= DATA SHOWN =
▼
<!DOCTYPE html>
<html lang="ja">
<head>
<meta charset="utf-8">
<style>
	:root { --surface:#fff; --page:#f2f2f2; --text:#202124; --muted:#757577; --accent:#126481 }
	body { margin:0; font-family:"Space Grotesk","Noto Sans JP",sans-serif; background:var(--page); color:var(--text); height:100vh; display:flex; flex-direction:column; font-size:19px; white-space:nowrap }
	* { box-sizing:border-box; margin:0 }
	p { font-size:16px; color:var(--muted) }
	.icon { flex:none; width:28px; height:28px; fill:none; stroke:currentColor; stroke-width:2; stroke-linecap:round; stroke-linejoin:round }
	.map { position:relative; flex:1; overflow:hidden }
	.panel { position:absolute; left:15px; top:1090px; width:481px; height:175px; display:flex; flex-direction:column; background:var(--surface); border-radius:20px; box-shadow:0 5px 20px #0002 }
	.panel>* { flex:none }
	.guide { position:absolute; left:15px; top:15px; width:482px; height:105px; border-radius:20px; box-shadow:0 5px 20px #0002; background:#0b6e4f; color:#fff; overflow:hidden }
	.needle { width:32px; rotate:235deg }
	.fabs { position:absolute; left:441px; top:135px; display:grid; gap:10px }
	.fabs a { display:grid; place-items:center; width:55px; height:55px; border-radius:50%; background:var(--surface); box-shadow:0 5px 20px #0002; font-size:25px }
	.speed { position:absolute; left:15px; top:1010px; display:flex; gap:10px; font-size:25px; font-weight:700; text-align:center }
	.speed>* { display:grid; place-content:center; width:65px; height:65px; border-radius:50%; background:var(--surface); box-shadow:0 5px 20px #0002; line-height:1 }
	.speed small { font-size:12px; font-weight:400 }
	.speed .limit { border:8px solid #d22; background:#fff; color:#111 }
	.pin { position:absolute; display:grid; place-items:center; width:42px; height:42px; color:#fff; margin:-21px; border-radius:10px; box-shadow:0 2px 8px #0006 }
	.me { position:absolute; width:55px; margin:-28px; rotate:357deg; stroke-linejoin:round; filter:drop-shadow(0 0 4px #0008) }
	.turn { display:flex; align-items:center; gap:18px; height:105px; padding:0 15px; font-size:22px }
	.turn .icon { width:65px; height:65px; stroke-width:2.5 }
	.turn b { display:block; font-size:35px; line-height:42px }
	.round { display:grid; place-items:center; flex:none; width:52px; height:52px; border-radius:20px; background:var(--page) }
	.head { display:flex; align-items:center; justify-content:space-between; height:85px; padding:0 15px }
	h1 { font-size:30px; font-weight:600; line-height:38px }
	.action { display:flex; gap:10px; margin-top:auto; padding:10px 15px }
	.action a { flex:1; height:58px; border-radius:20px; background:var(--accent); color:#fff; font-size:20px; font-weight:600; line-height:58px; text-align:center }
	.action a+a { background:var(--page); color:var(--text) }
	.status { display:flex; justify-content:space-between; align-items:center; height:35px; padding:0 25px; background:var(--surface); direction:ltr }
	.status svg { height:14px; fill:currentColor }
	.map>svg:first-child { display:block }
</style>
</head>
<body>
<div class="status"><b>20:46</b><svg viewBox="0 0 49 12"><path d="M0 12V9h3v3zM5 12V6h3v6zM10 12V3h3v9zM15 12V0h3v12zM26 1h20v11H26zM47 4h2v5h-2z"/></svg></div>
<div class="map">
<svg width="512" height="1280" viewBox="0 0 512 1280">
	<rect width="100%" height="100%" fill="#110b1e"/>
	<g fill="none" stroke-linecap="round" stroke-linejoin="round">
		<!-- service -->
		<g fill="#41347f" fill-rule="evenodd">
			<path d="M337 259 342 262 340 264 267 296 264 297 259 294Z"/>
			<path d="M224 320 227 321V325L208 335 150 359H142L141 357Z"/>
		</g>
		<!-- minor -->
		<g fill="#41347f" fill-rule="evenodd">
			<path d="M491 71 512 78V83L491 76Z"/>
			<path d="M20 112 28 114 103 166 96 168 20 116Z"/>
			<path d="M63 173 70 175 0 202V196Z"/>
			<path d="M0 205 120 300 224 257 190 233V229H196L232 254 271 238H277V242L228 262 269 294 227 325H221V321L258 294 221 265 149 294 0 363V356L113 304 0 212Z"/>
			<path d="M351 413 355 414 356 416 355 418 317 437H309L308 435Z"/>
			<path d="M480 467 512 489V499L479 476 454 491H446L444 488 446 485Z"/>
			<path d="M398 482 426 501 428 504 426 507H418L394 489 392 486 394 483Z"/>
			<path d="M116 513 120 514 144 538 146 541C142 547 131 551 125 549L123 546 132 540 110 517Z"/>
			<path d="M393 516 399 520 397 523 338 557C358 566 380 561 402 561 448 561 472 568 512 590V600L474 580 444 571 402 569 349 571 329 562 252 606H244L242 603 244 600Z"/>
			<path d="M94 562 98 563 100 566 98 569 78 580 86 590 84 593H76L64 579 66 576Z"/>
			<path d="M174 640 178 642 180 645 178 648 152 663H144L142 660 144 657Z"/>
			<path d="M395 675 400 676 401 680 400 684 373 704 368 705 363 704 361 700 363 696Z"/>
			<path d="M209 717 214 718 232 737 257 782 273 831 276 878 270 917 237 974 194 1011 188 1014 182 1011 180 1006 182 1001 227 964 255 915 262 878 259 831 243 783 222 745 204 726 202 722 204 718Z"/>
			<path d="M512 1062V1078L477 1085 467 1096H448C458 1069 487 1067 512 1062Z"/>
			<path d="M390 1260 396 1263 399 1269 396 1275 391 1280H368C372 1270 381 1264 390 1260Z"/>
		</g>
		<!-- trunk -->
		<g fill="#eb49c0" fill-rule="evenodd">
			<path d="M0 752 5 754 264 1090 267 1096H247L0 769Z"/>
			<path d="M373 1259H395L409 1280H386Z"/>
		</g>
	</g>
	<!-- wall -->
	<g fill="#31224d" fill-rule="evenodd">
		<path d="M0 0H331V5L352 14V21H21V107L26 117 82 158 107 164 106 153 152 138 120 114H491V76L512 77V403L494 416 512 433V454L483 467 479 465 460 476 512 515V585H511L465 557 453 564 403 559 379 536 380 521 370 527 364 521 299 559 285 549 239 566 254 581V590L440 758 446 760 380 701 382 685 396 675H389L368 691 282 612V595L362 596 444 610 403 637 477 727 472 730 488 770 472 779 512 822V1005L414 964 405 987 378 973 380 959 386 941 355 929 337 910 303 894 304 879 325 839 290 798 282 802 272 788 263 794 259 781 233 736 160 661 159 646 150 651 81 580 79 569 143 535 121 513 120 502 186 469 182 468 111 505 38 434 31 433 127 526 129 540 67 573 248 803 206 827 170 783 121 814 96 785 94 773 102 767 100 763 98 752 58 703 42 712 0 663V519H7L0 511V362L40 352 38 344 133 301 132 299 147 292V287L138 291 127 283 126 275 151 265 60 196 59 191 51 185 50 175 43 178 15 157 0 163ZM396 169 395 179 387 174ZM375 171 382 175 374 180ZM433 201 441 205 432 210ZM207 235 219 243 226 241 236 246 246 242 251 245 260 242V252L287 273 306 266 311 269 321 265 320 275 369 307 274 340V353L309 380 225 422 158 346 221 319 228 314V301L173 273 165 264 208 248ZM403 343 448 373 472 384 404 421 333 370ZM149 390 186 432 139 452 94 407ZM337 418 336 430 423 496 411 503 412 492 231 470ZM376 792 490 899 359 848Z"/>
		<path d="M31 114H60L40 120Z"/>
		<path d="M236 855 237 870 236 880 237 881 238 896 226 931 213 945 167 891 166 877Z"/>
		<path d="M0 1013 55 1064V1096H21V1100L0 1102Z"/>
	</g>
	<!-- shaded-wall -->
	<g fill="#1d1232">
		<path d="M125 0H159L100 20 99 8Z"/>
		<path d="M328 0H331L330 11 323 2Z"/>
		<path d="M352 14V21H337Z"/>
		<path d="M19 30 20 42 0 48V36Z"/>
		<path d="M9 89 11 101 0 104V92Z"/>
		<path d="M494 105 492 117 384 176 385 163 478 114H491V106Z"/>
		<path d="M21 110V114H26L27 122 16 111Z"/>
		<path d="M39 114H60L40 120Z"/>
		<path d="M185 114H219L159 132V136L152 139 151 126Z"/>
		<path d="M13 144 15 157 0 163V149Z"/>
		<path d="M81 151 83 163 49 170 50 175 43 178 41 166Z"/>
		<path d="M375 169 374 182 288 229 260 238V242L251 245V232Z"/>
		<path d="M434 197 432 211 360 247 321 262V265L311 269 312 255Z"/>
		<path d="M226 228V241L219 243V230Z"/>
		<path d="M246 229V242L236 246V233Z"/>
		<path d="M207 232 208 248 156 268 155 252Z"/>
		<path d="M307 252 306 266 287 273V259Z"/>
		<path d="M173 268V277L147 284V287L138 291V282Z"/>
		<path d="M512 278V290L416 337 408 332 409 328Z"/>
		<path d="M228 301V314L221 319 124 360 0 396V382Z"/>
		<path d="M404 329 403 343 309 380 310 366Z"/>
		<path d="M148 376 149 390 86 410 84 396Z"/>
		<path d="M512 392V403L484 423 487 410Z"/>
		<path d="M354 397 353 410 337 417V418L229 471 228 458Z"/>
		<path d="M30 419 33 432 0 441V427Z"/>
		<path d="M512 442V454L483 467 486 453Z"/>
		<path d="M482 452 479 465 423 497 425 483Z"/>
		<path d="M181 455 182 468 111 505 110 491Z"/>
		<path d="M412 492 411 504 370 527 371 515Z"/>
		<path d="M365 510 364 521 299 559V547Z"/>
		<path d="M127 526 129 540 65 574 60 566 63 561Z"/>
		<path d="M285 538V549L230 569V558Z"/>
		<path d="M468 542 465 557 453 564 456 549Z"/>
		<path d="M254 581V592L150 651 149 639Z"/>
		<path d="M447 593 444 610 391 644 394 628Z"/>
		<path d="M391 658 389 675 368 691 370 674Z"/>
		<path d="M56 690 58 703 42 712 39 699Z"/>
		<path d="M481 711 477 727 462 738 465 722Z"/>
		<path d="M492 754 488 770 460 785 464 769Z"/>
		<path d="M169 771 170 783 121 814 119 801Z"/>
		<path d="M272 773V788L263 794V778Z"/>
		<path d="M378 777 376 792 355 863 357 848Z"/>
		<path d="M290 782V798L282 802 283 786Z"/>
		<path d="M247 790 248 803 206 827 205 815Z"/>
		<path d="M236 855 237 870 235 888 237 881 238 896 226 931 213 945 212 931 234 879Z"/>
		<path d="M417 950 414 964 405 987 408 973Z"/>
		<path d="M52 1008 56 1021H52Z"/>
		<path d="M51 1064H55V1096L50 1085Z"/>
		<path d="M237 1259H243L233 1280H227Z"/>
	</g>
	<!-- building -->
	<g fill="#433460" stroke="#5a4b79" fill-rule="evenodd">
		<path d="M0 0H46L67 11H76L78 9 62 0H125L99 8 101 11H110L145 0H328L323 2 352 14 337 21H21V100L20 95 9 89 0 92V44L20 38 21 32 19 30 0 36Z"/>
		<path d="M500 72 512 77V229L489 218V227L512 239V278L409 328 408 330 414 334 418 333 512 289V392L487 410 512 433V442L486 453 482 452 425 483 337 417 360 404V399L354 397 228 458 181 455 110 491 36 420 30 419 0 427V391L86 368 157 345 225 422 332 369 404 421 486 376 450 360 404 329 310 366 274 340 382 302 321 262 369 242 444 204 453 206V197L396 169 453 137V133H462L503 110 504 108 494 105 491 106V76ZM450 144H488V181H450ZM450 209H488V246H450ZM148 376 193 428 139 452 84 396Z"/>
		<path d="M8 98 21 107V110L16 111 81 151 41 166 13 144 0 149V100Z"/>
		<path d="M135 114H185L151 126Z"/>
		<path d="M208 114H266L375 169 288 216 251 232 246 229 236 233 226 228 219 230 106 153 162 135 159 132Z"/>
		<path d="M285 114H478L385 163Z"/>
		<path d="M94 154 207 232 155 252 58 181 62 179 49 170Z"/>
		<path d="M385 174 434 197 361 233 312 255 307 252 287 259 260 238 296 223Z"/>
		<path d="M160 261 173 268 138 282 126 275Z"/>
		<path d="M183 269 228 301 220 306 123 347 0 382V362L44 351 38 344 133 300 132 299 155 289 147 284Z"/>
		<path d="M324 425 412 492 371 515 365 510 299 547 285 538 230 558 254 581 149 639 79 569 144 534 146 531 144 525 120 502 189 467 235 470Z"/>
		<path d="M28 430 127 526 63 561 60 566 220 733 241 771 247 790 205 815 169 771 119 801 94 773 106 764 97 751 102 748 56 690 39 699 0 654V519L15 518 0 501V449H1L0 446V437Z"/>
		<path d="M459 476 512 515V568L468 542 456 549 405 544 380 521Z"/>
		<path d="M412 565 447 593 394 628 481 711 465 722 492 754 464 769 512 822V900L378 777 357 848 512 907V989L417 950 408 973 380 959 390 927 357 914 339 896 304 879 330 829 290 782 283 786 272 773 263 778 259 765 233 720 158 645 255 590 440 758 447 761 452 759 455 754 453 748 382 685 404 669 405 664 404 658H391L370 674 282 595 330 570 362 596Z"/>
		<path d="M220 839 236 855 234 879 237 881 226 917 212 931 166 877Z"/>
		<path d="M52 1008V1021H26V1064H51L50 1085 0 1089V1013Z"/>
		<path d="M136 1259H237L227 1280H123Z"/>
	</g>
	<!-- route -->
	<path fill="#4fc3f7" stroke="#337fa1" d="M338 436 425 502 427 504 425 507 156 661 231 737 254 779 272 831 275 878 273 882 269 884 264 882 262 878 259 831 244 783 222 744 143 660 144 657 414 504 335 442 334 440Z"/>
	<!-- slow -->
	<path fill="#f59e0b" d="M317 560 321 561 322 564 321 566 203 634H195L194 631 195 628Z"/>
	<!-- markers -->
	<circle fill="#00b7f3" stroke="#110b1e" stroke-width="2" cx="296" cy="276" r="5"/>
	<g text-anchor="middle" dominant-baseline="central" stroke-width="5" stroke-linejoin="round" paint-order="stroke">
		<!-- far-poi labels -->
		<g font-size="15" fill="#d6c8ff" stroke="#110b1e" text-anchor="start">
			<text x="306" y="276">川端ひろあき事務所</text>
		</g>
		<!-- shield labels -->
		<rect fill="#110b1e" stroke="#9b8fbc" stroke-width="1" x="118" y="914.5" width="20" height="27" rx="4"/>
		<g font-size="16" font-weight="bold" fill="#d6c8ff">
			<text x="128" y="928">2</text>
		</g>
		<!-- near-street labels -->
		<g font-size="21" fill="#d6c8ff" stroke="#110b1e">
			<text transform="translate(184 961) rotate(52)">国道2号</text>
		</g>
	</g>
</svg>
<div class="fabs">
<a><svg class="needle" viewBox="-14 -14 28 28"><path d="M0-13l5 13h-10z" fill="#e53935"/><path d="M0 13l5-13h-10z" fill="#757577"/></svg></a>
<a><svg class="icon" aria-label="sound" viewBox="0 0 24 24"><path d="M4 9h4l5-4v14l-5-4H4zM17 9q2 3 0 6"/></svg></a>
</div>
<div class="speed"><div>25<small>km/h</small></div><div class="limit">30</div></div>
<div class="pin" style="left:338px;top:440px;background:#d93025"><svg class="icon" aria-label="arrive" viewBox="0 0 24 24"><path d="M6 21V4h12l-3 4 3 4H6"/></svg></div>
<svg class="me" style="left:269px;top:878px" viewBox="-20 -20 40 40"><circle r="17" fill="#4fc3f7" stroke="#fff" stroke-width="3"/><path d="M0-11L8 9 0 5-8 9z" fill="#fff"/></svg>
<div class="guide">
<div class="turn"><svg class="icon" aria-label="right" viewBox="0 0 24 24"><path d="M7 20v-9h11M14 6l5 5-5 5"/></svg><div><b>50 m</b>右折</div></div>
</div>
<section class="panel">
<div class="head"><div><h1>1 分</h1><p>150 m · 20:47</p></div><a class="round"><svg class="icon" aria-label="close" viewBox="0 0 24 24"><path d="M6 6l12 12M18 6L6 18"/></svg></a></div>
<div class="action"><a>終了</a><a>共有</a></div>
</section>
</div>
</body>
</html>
▲
= PROBLEM REQUIREMENTS =
Among the lines of the listing above, count those that include "speed" and give only the total.

= YOUR RESPONSE =
5